Ausendo Medical Devices Trading (China) Co., Ltd., acting as the agent for manufacturer Ortho-Clinical Diagnostics, Inc., initiated a voluntary Class II recall for its Phenytoin Assay Dry Tablets (Immunometry). The National Medical Products Administration (NMPA) published this recall (Index No.: JGXX-2017-10714) on July 27, 2017, following a report submitted on July 3, 2017. The primary issue identified was a negative bias occurring when the assay was used to test citrate plasma samples.

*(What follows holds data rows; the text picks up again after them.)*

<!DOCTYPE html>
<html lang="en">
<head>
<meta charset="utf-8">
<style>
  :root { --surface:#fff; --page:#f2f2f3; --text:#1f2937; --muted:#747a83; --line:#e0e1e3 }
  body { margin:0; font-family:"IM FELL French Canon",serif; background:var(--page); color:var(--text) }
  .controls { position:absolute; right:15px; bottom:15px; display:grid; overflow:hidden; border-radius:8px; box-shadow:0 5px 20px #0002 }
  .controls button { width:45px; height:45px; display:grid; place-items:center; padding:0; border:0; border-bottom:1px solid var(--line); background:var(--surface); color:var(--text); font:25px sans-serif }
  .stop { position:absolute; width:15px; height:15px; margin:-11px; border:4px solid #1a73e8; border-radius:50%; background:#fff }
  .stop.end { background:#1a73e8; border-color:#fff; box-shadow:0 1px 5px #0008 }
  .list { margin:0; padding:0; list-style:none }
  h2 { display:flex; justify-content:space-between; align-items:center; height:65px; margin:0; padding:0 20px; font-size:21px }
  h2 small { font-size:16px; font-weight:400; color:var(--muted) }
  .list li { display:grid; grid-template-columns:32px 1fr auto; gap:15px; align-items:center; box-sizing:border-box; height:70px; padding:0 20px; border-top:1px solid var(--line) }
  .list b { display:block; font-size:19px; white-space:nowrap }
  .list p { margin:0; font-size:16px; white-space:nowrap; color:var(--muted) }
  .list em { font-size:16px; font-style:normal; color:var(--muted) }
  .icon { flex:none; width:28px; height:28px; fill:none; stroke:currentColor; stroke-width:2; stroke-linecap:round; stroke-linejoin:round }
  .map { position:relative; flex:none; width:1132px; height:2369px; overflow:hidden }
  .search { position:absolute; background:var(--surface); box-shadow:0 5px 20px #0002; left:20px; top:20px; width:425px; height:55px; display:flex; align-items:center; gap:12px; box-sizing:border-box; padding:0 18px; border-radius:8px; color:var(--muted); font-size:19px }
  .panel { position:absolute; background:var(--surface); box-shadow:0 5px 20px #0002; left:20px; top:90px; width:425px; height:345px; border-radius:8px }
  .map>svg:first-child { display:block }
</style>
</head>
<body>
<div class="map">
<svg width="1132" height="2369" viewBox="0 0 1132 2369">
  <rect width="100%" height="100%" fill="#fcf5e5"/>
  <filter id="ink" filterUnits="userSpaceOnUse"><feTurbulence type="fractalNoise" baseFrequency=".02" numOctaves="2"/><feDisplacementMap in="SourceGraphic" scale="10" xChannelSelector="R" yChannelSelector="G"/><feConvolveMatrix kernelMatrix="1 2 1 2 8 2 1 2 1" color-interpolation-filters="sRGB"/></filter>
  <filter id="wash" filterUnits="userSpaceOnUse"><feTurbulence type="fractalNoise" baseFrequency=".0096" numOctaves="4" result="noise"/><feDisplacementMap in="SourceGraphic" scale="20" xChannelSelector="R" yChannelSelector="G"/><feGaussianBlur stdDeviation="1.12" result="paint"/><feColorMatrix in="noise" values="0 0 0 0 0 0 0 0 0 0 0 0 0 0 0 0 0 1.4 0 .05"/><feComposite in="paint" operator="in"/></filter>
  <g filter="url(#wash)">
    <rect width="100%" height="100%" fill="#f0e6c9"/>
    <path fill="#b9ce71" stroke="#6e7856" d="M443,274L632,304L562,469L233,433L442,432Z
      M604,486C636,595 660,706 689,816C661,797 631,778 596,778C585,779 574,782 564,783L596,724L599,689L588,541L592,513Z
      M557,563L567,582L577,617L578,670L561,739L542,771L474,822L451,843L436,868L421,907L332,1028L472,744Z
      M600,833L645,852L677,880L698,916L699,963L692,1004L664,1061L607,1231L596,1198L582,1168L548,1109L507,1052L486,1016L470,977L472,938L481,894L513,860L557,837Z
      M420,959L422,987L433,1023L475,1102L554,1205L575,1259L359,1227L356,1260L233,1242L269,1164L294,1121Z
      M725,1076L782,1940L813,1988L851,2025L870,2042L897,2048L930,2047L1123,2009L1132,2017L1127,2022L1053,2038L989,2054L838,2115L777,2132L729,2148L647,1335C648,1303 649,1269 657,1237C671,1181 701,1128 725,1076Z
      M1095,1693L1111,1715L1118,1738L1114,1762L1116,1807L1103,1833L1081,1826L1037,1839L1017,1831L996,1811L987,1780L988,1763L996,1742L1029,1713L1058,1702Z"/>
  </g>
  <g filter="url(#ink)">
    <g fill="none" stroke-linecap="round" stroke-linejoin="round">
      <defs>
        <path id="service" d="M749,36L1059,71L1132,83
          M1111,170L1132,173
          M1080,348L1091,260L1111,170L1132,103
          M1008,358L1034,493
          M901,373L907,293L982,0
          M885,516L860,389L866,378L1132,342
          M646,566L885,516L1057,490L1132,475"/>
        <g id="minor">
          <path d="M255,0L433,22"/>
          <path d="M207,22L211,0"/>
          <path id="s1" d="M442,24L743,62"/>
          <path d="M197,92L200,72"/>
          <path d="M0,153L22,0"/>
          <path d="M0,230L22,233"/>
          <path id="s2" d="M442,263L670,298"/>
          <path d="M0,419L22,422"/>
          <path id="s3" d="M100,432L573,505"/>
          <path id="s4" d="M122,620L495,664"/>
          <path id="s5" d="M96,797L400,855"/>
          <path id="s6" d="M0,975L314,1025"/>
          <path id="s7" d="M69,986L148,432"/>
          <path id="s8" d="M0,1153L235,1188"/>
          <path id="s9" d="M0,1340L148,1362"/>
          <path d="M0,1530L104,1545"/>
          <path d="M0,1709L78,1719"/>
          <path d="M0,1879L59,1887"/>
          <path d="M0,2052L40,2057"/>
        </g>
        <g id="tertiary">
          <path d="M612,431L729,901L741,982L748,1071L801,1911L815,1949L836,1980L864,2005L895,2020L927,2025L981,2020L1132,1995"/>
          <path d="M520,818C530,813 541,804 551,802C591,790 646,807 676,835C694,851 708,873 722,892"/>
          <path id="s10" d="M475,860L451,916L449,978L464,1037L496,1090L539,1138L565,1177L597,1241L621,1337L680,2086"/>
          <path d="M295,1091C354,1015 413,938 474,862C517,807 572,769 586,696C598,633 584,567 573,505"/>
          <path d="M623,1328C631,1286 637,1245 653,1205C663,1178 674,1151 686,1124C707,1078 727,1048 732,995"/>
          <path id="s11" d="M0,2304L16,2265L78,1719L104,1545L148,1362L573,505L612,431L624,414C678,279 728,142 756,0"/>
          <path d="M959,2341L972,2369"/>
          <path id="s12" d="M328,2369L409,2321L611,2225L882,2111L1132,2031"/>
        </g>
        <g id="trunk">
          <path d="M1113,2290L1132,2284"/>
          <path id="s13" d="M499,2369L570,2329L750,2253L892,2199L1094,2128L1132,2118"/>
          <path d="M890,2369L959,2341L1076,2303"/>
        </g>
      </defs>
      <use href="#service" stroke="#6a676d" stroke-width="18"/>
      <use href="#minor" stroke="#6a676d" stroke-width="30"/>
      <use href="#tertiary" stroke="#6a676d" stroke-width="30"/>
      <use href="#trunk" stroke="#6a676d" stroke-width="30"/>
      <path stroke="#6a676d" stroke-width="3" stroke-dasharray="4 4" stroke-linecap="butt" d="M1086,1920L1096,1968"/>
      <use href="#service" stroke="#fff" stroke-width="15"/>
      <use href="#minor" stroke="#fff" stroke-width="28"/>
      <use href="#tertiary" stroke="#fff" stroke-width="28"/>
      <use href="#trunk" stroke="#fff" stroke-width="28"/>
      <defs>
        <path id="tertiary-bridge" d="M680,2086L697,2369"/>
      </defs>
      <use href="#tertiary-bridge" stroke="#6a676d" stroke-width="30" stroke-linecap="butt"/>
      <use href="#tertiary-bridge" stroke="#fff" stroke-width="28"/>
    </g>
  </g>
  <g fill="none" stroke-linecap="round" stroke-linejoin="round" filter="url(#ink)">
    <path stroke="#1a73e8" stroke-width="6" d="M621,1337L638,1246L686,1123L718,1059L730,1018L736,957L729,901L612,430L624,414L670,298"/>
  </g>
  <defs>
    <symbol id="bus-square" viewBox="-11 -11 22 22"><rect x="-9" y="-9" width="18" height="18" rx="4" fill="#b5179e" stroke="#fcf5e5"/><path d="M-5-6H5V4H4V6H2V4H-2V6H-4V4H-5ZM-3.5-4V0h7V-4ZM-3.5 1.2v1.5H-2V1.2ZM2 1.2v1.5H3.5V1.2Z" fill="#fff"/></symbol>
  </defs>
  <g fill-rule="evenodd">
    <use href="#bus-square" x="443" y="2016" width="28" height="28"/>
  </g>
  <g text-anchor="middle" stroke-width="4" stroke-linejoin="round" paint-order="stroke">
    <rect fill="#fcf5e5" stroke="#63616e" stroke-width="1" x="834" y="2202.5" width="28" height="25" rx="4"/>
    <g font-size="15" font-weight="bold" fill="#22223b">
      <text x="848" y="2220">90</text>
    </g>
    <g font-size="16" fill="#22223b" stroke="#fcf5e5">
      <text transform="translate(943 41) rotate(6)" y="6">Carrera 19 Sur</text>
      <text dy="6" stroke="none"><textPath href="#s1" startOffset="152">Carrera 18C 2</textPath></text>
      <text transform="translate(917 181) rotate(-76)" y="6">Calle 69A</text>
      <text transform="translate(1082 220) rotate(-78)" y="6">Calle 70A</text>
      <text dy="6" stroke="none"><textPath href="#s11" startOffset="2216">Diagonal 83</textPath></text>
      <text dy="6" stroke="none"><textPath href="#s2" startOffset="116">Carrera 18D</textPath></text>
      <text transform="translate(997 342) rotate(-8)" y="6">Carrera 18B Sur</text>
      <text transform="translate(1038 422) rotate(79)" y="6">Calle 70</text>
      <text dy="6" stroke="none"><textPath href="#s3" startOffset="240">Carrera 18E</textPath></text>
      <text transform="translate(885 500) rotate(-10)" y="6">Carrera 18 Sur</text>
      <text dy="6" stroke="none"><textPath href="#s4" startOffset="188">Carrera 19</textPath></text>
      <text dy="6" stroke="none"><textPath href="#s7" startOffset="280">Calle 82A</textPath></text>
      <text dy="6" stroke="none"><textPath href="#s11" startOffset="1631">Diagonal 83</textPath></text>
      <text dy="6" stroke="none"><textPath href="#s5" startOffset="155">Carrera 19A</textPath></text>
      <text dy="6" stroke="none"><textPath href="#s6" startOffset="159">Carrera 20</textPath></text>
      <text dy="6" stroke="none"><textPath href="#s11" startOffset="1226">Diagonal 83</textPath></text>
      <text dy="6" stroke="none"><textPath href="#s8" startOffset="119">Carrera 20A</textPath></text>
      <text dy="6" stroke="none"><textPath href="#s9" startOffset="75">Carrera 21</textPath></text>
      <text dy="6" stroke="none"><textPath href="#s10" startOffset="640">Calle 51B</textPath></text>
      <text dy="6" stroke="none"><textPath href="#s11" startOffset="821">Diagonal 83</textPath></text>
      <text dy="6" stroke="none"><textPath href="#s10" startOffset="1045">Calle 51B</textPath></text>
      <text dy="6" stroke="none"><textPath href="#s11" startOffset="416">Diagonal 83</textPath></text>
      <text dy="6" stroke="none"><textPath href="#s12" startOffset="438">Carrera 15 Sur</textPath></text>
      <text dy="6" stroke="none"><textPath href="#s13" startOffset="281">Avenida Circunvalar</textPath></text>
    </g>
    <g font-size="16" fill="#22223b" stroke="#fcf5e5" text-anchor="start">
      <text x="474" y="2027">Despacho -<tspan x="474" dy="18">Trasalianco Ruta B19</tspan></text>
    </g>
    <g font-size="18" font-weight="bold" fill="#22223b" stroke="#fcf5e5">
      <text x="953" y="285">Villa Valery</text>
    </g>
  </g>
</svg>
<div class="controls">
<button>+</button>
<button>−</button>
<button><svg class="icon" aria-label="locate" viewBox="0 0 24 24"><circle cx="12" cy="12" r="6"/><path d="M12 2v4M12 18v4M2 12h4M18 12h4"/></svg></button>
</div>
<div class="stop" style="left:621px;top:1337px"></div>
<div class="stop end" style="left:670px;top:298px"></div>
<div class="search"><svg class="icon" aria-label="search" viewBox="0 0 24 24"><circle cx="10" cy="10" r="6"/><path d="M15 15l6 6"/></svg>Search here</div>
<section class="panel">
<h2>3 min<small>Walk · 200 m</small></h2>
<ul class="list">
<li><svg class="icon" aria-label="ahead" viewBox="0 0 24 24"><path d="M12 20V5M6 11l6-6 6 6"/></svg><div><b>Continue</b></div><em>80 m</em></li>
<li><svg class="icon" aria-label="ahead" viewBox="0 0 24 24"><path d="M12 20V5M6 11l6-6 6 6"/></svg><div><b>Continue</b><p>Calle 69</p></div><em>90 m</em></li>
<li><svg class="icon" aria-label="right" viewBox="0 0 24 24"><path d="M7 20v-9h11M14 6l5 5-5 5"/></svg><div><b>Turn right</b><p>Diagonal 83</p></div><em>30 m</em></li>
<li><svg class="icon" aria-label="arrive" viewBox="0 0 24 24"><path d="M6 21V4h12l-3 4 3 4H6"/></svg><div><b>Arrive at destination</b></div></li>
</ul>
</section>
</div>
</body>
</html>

This inaccuracy was attributed to the dilution effect of the liquid anticoagulant present in citrate plasma tubes, potentially leading to understated phenytoin content results. Importantly, serum and heparinized plasma samples from the same patients did not exhibit this bias. The product is designed for quantitative determination of phenytoin in serum and plasma, with 11 boxes sold in China out of 21 imported. As a corrective action, customers worldwide have been instructed to immediately cease using citrate plasma samples with the Phenytoin Assay Dry Tablets. However, the product remains suitable for use with heparinized plasma or serum samples. Ortho-Clinical Diagnostics plans to issue a notice after revising the product's instructions for use, explicitly removing citrate plasma from the list of recommended sample types to ensure accurate diagnostic outcomes.